Lemon-scented midge orchid

Scientific classification
- Kingdom: Plantae
- Clade: Tracheophytes
- Clade: Angiosperms
- Clade: Monocots
- Order: Asparagales
- Family: Orchidaceae
- Subfamily: Orchidoideae
- Tribe: Diurideae
- Genus: Genoplesium
- Species: G. citriodorum
- Binomial name: Genoplesium citriodorum D.L.Jones & M.A.Clem.
- Synonyms: Corunastylis citriodora (D.L.Jones & M.A.Clem.) D.L.Jones & M.A.Clem.

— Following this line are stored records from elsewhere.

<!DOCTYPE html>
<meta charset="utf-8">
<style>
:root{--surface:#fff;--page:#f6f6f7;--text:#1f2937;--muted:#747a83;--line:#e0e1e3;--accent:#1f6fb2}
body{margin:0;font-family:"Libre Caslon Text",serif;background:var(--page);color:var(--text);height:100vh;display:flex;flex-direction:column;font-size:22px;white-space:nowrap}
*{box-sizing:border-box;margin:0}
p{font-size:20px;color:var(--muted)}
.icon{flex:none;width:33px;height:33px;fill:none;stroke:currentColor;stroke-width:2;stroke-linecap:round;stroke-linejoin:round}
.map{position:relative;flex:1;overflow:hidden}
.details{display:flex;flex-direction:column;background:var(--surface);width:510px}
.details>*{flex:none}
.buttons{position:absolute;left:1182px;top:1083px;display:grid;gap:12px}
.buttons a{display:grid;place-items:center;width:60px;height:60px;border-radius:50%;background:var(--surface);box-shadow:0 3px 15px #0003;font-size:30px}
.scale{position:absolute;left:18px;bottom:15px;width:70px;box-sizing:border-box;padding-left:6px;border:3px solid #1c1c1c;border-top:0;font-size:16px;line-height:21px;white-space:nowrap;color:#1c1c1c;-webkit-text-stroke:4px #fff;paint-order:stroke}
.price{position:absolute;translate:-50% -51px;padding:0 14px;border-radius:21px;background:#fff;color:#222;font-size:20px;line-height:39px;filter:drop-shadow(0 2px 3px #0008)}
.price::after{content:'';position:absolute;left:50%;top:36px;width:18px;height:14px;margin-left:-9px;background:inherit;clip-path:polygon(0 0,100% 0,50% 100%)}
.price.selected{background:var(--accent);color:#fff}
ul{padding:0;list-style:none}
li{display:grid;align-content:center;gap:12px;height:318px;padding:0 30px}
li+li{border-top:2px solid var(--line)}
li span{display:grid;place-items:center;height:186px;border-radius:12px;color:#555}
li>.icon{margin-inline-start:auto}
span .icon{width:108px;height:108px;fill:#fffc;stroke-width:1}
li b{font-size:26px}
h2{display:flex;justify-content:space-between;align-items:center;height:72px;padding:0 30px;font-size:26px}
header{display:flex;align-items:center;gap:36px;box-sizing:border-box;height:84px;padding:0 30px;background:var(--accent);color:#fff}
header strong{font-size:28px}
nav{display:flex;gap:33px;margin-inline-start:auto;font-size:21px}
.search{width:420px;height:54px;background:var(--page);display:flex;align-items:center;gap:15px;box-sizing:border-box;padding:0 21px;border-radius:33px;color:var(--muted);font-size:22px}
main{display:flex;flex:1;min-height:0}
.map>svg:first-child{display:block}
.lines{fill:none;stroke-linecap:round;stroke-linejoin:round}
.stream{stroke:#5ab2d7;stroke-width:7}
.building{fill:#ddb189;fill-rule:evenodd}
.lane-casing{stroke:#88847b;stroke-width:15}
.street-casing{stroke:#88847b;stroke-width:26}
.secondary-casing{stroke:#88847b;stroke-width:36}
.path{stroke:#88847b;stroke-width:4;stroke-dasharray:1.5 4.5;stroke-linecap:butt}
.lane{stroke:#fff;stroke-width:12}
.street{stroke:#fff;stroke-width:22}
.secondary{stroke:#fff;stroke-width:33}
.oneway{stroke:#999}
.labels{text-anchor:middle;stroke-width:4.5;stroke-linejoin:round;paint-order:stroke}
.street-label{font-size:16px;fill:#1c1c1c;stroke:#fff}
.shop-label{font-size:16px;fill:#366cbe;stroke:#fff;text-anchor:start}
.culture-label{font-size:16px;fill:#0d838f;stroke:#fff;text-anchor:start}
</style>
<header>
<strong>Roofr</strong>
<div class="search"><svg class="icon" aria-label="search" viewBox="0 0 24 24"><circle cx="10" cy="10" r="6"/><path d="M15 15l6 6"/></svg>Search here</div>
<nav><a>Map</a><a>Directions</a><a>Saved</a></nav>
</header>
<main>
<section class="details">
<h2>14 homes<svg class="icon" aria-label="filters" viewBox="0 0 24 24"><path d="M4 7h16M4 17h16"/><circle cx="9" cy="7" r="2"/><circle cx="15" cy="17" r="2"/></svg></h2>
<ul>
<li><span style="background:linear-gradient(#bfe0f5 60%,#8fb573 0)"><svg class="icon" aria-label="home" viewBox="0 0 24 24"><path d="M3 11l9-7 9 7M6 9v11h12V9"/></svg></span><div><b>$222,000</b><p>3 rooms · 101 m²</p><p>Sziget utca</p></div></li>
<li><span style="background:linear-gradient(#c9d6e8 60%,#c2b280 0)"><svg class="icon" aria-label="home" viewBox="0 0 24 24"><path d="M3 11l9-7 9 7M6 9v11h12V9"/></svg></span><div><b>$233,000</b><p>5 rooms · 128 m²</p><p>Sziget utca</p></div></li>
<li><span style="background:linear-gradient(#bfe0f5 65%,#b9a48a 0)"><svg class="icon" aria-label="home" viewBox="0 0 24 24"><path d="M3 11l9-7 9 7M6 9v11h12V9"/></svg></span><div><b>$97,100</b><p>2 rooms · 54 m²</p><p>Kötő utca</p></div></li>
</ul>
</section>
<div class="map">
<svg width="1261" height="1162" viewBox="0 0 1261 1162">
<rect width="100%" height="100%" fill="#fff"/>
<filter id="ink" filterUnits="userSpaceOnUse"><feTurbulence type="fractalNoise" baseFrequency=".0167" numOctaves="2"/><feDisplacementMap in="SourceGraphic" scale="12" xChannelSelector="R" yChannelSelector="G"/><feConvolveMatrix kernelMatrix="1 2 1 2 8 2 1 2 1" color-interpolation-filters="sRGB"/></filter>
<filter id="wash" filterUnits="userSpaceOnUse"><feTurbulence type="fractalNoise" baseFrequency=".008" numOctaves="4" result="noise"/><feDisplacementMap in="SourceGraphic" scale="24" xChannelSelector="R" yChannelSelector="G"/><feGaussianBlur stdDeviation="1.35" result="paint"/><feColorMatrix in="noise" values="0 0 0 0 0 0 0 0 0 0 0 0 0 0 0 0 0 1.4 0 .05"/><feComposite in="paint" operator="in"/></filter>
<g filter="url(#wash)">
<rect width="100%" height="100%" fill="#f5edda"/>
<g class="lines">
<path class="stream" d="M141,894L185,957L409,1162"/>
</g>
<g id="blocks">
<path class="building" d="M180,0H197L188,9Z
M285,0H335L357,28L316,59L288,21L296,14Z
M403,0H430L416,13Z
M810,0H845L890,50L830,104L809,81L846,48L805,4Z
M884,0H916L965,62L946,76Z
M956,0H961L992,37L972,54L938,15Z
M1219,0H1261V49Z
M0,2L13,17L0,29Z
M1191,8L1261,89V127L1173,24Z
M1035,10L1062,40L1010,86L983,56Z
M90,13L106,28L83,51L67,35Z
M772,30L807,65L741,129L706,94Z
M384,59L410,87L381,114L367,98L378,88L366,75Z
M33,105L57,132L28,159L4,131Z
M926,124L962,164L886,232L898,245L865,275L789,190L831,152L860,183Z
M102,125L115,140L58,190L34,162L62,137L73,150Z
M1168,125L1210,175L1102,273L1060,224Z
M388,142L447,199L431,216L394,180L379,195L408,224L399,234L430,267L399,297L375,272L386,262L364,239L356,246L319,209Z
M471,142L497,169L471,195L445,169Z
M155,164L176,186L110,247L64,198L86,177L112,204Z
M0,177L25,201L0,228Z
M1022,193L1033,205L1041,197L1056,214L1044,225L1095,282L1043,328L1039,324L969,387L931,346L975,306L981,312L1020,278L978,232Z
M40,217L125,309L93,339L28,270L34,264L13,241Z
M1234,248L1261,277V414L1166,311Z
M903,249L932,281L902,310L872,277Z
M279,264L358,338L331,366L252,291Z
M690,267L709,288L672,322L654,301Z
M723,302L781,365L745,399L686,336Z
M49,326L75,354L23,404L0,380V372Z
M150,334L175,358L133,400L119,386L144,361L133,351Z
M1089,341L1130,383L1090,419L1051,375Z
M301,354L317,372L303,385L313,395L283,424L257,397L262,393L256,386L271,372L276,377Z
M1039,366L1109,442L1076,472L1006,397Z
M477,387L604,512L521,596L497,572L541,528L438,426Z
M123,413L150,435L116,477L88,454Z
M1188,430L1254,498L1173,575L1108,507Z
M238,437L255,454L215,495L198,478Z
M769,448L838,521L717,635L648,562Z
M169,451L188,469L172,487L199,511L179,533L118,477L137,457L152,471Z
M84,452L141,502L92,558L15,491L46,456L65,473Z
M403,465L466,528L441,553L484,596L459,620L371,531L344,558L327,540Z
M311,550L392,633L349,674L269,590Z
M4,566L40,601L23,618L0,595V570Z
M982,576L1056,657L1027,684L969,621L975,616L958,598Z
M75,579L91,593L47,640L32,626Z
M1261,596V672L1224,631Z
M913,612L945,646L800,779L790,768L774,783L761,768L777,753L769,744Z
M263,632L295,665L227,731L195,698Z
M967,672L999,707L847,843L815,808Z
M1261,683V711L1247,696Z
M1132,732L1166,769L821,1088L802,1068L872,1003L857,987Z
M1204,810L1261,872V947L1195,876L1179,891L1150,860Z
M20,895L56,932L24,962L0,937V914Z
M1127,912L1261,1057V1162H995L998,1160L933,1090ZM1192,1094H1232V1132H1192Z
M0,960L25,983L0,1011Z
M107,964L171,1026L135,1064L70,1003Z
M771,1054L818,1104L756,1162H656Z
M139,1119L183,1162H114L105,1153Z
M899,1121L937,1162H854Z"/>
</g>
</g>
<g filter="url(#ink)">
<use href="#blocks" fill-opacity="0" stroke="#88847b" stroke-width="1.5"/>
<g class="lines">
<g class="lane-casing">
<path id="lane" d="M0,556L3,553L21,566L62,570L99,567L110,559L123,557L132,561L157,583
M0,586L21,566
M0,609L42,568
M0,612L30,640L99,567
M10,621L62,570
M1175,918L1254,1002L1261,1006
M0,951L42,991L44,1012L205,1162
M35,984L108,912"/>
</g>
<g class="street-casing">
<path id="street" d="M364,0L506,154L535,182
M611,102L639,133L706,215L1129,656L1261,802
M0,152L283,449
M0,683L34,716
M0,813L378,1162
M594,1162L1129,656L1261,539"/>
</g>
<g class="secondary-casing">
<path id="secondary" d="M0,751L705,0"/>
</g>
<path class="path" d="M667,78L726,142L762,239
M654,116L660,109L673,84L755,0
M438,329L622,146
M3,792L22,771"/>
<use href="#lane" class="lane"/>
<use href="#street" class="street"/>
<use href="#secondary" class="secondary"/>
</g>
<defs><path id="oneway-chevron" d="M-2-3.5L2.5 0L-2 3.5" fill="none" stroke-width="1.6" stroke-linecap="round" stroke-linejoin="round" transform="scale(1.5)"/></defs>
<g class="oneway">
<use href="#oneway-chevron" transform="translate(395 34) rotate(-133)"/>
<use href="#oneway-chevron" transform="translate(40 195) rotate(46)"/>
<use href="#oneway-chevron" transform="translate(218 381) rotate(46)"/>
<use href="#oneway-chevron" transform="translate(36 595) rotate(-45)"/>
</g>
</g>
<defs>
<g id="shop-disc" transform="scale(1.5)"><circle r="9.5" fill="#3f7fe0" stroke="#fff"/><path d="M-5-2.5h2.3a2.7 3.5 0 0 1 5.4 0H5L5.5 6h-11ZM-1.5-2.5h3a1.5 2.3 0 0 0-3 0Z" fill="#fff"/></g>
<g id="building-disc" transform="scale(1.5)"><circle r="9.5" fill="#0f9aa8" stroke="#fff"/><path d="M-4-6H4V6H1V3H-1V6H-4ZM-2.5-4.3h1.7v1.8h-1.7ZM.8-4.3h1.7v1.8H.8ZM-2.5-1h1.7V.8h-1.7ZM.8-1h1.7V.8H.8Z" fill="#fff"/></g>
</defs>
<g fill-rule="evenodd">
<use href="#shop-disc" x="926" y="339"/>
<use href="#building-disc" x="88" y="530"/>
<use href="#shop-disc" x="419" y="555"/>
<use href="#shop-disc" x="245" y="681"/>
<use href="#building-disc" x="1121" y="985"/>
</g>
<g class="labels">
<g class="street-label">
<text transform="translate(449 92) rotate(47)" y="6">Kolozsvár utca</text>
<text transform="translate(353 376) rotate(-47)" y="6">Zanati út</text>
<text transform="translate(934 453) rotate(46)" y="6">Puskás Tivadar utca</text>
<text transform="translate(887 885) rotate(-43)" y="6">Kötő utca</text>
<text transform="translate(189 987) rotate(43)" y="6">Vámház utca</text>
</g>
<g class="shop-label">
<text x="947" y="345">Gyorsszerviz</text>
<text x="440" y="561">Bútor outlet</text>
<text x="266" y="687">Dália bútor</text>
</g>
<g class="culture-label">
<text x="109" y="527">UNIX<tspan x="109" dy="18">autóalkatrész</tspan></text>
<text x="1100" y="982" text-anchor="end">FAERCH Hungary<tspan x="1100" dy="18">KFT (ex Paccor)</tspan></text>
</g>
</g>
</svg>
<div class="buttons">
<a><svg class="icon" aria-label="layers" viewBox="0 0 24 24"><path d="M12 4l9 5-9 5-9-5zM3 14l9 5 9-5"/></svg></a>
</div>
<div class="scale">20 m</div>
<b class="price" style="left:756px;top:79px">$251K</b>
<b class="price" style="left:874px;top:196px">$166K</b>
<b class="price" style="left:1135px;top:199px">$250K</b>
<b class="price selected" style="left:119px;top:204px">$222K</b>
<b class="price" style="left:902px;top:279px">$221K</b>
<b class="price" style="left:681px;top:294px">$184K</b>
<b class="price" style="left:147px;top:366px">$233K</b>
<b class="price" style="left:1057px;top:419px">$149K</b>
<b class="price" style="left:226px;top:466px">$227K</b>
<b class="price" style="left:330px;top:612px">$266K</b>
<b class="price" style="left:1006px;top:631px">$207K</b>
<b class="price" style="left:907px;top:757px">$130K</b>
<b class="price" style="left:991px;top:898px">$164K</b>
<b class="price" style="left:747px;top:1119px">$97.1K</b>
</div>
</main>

= Genoplesium citriodorum =

- Genus: Genoplesium
- Species: citriodorum
- Authority: D.L.Jones & M.A.Clem.
- Synonyms: Corunastylis citriodora (D.L.Jones & M.A.Clem.) D.L.Jones & M.A.Clem.

Species of orchid

Genoplesium citriodorum, commonly known as the lemon-scented midge orchid, is a species of small terrestrial orchid that is endemic to New South Wales. It has a single thin leaf fused to the flowering stem and up to thirty three small, lemon scented, dark purplish black flowers. It usually grows under shrubs in shallow sandstone soil in the Blue Mountains.

==Description==
Genoplesium citriodorum is a terrestrial, perennial, deciduous, herb with an underground tuber and a single thin leaf 200-300 mm long and fused to the flowering stem with the free part 15-20 mm long. Between twenty and thirty three dark purplish black flowers are arranged along a flowering stem 30-40 mm tall and taller than the leaf. The flowers are about 6 mm long and 5 mm wide and lean forward. As with others in the genus, the flowers are inverted so that the labellum is above the column rather than below it. The dorsal sepal is narrow egg-shaped, about 5 mm long and 2 mm wide with prominent red lines and sparsely hairy edges. The lateral sepals are about 5.5 mm long, 1.5 mm wide, turn downwards and spread widely apart from each other. The petals are narrow egg-shaped, about 3.5 mm long, 1 mm wide with prominent stripes and hairy edges. The labellum is purple, narrow egg-shaped, about 4 mm long, 1.5 mm wide, with many hairs up to 1 mm on its edges. There is a dark reddish purple callus in the centre of the labellum and extending two-thirds of the way to its tip. Flowering occurs between December and April.

==Taxonomy and naming==
The lemon scented midge orchid was first formally described in 1991 by David Jones and Mark Clements who gave it the name Genoplesium citriodorum and published the description in Australian Orchid Research. In 2002, Jones and Clements changed the name to Corunastylis citriodora but the change is not accepted by the Australian Plant Census. The specific epithet (citriodorum) is derived from the Latin words citrea meaning "the citron-tree" and odor meaning "smell", referring to the strongly lemon-scented flowers.